**TASK DIRECTIONS:** Reproduce only the top of the records, down to and including the line containing "Quick job: Extract".

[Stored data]
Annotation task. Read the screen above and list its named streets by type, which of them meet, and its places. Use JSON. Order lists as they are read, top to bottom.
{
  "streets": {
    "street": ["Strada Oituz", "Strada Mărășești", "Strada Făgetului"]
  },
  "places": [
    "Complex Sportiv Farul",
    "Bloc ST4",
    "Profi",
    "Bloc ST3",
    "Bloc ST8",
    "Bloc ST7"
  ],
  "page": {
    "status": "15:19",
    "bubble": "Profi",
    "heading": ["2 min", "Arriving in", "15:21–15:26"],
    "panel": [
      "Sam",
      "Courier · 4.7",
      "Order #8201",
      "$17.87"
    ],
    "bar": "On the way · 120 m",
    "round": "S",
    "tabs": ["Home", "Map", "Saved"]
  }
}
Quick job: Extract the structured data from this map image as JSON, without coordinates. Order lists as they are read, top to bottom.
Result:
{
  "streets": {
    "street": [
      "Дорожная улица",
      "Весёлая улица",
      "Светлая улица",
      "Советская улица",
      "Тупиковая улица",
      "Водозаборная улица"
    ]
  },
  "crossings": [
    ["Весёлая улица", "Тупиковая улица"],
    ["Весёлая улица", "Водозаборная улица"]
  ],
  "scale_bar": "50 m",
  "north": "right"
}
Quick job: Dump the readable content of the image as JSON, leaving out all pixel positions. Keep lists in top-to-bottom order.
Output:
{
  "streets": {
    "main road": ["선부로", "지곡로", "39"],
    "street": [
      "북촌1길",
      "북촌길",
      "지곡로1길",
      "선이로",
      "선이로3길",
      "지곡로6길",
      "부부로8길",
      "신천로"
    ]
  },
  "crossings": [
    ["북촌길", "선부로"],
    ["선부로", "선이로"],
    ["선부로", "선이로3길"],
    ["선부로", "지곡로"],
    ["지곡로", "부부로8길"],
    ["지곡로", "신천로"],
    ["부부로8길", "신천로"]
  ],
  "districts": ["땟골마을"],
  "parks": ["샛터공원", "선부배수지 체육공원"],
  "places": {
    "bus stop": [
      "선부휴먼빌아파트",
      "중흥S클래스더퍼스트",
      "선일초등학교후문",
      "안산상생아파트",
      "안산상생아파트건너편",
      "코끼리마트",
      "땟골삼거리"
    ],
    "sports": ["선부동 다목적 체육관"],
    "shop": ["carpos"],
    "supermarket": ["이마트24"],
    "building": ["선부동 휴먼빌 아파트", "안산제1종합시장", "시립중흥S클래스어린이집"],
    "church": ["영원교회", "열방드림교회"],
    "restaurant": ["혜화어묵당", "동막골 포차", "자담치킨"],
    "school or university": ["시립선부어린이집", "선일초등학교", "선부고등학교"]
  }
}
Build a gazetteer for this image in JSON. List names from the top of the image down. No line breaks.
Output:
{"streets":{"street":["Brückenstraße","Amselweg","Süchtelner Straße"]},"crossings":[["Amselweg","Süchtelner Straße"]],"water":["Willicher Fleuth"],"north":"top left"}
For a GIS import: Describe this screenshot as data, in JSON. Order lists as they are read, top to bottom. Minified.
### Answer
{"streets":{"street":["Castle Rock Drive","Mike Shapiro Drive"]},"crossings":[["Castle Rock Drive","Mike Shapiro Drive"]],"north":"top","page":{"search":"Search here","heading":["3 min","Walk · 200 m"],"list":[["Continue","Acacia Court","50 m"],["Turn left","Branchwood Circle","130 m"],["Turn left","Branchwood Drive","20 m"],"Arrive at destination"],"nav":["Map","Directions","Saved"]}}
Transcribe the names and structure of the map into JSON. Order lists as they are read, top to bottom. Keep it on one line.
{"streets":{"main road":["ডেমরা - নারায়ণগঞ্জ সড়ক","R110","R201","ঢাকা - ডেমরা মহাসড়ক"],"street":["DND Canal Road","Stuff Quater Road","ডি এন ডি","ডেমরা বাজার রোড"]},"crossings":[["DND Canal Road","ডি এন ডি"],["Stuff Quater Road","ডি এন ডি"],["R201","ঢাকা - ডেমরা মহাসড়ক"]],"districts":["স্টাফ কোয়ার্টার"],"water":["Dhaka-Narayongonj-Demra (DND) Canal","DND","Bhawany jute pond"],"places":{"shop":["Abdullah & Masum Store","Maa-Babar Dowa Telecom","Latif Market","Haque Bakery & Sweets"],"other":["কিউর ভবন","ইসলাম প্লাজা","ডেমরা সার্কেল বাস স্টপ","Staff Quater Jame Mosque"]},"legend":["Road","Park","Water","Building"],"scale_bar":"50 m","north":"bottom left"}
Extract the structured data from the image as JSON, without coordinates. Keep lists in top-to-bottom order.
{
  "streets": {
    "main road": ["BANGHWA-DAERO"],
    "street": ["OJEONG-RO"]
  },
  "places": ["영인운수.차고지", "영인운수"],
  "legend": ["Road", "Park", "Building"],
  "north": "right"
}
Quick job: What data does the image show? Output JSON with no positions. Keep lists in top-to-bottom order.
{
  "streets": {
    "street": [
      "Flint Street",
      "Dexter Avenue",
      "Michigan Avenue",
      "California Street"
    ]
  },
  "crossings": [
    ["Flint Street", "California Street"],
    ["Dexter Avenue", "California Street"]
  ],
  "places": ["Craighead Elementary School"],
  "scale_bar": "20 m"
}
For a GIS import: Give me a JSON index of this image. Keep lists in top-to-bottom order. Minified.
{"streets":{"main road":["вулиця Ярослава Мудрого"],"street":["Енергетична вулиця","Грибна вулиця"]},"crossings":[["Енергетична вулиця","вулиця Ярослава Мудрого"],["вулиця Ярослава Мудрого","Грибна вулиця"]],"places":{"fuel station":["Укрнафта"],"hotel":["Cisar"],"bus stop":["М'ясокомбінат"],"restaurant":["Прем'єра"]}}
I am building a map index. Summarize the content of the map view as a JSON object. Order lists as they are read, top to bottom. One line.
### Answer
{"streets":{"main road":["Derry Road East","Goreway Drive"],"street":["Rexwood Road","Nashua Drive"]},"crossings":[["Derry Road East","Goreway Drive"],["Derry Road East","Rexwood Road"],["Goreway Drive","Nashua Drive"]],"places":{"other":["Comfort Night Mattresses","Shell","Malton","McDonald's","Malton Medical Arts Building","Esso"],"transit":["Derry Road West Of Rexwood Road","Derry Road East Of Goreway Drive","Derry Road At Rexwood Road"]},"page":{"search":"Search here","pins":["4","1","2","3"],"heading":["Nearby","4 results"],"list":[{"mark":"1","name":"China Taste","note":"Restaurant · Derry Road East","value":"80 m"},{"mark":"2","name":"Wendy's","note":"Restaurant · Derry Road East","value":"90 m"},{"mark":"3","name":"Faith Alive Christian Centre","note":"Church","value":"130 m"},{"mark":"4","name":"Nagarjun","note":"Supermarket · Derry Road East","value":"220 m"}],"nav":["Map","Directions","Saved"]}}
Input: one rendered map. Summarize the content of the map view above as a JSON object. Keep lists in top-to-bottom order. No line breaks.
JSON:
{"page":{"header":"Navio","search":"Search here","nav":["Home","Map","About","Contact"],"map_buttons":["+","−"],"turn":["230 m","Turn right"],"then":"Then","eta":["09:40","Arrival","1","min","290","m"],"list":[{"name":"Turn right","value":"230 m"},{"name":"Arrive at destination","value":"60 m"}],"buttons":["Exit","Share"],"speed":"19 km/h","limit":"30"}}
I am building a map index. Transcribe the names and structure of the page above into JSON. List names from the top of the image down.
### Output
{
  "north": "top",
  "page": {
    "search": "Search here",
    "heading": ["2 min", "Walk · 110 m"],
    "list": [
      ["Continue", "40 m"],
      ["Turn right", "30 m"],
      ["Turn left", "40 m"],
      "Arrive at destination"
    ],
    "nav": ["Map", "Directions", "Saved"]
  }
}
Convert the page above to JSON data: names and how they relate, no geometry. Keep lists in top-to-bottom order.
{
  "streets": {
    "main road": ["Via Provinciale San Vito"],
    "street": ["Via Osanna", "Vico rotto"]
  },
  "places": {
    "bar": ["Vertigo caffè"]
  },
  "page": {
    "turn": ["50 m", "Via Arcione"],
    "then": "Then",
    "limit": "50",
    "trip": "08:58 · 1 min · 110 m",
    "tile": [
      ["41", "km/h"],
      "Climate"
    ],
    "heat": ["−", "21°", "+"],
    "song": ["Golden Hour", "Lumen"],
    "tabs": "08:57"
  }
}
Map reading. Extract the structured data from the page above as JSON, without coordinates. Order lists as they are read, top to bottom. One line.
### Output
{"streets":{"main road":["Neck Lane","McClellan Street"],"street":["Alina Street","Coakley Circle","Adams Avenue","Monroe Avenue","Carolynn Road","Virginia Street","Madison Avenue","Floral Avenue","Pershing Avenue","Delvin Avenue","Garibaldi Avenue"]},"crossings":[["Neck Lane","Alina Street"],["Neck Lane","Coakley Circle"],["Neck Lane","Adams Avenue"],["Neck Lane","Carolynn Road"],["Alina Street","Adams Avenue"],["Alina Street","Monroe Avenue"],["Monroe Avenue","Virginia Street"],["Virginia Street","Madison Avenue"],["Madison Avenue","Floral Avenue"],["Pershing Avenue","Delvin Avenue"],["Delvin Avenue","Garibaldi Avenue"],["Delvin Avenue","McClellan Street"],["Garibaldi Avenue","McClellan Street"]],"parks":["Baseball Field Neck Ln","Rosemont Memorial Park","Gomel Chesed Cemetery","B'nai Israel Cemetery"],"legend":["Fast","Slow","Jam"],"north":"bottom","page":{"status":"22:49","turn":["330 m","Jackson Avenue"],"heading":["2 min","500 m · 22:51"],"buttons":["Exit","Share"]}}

**RESPONSE:**
Annotation task. Read the screen above and list its named streets by type, which of them meet, and its places. Use JSON. Order lists as they are read, top to bottom.
{
  "streets": {
    "street": ["Strada Oituz", "Strada Mărășești", "Strada Făgetului"]
  },
  "places": [
    "Complex Sportiv Farul",
    "Bloc ST4",
    "Profi",
    "Bloc ST3",
    "Bloc ST8",
    "Bloc ST7"
  ],
  "page": {
    "status": "15:19",
    "bubble": "Profi",
    "heading": ["2 min", "Arriving in", "15:21–15:26"],
    "panel": [
      "Sam",
      "Courier · 4.7",
      "Order #8201",
      "$17.87"
    ],
    "bar": "On the way · 120 m",
    "round": "S",
    "tabs": ["Home", "Map", "Saved"]
  }
}
Quick job: Extract the structured data from this map image as JSON, without coordinates. Order lists as they are read, top to bottom.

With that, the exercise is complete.